[[ Dataset extract, beginning ]]

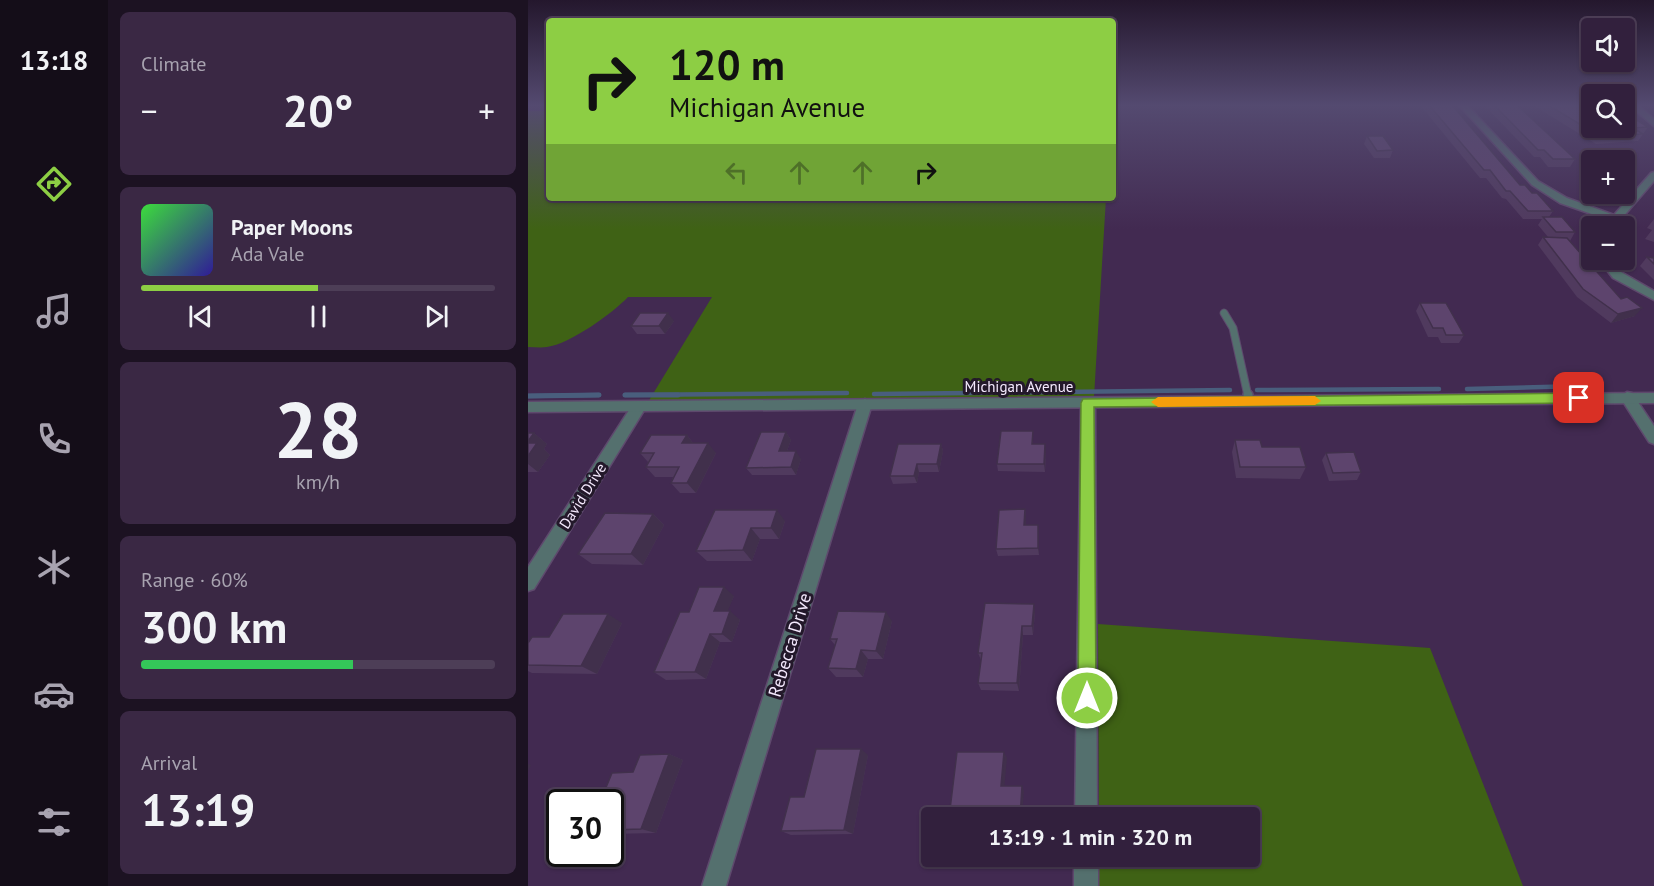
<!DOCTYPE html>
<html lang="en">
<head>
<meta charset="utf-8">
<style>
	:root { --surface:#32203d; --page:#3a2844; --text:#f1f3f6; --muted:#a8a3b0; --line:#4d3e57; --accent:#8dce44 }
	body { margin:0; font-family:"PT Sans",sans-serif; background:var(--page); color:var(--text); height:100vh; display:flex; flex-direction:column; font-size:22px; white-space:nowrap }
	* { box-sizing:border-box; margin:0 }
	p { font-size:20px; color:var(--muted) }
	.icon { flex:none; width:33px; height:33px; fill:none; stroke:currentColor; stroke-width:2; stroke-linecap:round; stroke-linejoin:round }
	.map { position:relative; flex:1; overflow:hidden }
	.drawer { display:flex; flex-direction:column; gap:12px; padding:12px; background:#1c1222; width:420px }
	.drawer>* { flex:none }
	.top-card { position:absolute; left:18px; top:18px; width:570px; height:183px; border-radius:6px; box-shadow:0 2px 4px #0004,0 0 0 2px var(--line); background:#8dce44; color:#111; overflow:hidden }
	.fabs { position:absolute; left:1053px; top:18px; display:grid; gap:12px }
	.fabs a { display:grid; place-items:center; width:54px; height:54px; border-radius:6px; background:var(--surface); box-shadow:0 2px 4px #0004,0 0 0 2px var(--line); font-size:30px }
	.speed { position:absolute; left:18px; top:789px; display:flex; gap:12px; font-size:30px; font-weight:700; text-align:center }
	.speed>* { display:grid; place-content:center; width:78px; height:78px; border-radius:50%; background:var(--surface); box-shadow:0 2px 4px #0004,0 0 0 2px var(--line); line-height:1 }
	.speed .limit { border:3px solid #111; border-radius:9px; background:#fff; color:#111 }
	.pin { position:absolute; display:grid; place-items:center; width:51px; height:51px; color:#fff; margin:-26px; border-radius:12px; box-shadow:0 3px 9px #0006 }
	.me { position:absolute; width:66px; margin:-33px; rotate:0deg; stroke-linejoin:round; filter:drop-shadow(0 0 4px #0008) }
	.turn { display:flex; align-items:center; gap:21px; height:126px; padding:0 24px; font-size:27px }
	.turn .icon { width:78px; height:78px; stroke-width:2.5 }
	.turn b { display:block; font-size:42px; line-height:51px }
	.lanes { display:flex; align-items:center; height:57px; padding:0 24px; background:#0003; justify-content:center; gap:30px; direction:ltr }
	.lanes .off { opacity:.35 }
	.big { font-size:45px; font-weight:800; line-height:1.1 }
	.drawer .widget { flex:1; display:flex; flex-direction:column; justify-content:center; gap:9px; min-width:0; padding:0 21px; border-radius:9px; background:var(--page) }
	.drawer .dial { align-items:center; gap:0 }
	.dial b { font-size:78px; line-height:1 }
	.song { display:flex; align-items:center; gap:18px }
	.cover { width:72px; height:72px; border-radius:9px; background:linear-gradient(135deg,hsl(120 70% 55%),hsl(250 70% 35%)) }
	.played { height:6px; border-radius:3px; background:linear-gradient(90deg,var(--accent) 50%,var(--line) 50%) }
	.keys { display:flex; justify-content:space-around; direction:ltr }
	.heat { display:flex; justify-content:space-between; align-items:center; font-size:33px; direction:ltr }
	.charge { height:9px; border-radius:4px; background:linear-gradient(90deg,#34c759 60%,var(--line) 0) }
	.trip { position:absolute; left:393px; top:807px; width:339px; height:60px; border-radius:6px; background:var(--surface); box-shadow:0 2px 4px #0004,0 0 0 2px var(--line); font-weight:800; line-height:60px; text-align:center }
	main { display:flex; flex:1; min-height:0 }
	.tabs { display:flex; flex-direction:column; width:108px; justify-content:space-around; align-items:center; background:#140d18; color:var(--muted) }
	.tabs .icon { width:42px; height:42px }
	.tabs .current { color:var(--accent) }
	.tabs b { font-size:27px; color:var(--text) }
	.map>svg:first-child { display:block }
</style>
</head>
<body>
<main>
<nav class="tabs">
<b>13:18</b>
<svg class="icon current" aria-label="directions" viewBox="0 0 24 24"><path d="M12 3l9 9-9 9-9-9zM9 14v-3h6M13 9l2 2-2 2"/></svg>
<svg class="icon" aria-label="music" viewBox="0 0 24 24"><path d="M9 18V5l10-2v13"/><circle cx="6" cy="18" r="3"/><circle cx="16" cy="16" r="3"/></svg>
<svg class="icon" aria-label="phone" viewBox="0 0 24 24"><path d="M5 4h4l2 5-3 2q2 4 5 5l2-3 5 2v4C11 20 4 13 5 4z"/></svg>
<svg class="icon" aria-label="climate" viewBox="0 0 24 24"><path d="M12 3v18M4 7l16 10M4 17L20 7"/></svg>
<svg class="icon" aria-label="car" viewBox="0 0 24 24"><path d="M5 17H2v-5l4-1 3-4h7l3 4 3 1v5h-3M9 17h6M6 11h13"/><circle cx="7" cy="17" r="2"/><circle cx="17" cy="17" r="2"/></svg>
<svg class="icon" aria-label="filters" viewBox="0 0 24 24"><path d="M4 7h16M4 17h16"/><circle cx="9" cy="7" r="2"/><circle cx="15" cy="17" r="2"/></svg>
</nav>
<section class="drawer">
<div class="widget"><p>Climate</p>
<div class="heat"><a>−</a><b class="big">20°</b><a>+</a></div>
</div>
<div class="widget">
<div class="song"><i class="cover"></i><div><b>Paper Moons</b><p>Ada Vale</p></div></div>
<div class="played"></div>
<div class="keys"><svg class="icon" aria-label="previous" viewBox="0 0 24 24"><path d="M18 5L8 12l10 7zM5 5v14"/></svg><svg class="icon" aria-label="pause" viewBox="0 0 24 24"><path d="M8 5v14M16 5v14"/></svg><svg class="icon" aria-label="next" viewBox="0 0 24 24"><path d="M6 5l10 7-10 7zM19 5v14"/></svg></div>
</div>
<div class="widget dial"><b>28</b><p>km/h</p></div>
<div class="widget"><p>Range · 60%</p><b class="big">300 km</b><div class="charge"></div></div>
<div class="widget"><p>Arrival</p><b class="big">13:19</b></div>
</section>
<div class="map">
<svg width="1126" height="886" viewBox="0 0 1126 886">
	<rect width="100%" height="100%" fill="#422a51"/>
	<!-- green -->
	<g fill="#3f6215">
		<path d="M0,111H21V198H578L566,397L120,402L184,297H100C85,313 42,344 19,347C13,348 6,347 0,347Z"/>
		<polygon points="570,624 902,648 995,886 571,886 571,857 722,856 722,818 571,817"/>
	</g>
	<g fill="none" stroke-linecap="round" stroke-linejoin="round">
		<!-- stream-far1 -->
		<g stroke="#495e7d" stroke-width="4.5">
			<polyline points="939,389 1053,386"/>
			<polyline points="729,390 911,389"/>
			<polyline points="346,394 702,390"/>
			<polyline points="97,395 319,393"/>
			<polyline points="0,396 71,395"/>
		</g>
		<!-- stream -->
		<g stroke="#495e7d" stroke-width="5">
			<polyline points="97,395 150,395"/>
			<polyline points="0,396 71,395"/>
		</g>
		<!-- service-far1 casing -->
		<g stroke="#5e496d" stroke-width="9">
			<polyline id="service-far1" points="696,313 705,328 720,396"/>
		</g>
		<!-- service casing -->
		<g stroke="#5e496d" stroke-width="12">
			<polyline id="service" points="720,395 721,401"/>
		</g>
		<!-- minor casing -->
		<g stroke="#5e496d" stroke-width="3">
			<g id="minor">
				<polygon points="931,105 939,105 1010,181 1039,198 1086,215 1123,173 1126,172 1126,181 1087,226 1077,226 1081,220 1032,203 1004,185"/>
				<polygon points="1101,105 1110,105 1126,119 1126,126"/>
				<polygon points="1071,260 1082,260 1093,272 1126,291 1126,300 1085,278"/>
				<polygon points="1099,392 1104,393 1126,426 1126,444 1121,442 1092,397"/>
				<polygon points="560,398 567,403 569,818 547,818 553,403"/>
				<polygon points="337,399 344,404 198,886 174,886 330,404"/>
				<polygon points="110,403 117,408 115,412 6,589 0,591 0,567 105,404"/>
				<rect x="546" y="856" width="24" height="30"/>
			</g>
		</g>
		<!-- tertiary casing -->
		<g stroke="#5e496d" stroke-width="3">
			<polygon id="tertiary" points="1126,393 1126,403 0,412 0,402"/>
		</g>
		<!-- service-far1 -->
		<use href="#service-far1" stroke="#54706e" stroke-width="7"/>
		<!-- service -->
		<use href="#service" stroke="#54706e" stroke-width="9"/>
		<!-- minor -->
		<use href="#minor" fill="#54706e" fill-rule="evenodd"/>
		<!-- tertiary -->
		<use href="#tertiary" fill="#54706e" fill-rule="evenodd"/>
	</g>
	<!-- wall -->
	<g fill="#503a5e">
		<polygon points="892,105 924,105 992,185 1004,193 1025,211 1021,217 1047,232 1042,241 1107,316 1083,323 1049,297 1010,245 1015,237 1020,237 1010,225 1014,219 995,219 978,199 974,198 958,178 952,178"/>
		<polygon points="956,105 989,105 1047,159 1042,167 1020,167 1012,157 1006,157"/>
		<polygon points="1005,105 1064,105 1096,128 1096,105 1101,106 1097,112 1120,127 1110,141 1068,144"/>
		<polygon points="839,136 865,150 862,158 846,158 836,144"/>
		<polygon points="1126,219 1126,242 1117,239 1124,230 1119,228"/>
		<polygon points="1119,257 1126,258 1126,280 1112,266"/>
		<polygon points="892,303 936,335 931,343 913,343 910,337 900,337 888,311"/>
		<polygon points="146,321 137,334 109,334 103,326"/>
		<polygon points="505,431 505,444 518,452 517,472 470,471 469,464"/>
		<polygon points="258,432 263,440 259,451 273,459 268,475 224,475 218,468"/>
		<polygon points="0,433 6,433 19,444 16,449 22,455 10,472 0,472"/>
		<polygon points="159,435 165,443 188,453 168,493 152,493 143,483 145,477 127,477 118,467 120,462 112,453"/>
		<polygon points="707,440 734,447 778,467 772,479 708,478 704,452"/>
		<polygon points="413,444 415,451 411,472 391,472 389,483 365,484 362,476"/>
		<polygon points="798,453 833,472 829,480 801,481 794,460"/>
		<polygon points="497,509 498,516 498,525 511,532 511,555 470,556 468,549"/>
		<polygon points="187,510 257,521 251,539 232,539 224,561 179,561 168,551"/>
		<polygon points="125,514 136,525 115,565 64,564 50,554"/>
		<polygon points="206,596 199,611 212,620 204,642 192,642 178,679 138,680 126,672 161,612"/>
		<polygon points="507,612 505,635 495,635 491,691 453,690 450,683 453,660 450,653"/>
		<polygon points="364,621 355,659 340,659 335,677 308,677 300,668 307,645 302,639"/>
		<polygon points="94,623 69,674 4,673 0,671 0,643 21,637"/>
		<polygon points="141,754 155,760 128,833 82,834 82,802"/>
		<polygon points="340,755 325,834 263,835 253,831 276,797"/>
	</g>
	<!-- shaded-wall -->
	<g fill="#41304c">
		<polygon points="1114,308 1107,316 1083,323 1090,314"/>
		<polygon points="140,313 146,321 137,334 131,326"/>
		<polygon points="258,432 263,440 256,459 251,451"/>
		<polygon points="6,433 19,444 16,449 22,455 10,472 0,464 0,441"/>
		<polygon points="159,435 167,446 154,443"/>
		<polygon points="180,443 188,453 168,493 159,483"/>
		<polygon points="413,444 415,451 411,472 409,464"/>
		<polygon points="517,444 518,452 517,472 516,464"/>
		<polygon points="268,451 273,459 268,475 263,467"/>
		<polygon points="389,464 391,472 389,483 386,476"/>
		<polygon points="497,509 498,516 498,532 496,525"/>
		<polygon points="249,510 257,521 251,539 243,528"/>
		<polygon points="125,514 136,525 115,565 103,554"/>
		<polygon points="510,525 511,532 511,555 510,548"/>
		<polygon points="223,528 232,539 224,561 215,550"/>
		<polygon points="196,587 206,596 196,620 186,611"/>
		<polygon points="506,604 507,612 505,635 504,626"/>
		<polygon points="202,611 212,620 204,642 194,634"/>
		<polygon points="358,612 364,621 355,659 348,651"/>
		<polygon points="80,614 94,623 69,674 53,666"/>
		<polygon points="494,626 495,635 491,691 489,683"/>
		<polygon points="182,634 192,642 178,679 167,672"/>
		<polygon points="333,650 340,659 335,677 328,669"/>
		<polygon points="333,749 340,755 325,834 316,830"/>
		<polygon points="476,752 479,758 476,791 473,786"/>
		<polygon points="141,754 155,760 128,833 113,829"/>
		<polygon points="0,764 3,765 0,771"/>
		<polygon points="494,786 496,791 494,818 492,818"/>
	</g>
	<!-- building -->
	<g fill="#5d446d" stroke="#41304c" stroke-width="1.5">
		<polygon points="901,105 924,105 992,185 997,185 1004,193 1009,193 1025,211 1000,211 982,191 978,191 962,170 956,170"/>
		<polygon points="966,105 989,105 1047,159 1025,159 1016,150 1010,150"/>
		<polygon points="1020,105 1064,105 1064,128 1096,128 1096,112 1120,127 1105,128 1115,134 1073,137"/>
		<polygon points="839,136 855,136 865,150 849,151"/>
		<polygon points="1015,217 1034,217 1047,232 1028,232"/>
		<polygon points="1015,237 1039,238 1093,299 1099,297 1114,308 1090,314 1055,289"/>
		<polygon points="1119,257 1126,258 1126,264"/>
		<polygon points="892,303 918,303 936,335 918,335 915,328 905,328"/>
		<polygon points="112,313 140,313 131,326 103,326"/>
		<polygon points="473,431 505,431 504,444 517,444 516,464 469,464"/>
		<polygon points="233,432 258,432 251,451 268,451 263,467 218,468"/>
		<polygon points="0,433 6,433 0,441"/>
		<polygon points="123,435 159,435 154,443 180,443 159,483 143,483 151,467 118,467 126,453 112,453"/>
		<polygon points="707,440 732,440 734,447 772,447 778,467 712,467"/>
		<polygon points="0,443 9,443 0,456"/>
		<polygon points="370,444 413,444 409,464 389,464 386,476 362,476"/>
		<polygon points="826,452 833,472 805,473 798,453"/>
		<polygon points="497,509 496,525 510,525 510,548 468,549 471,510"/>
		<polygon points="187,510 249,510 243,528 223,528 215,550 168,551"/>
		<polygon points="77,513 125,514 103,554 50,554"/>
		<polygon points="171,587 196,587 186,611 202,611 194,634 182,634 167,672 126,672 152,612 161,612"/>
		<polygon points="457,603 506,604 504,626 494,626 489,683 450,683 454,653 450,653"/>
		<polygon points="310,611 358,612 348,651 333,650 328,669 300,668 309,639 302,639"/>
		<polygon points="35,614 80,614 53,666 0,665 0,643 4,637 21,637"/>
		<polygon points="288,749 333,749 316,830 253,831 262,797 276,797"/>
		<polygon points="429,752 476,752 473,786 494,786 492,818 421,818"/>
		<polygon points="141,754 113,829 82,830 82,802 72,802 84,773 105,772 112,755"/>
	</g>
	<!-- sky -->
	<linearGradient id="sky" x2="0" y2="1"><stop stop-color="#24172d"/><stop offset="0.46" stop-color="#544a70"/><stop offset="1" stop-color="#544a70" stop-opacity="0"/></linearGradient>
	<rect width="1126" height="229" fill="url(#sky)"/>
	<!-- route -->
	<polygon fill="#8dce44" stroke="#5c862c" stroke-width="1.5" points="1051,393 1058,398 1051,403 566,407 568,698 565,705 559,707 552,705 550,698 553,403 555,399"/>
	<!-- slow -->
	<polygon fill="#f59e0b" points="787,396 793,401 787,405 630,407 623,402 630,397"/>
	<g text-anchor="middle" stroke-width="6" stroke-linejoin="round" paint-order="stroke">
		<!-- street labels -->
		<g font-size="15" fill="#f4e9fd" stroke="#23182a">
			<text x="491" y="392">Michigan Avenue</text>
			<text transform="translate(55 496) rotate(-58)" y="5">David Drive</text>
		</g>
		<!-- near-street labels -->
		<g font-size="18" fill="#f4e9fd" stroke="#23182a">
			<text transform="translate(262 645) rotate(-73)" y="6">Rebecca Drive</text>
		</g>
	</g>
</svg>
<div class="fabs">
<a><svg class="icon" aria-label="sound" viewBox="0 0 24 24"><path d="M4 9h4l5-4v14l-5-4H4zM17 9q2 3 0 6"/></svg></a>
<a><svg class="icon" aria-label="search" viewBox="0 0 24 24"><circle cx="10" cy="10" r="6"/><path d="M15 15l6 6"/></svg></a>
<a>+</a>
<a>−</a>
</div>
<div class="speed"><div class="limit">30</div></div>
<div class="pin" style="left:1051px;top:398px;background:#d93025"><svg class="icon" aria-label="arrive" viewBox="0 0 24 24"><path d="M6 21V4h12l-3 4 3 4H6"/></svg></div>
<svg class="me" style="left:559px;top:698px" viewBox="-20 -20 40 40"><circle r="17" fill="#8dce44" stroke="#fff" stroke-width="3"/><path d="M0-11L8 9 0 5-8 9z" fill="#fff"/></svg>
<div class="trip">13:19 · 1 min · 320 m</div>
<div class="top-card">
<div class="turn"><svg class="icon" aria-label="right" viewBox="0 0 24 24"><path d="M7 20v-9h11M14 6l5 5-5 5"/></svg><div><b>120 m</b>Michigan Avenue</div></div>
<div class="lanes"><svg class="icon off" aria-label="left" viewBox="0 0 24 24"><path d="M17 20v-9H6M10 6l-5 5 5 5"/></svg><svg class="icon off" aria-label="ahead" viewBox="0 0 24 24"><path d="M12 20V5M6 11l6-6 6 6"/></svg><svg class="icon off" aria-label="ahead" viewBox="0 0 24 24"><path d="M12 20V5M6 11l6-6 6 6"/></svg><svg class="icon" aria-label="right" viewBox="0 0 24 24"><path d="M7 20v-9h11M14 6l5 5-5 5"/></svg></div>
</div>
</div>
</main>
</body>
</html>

[[ Dataset extract, end ]]

What is needed: In the listing above, count every line that contains "song". Respond with the number alone.

Solved problem: 2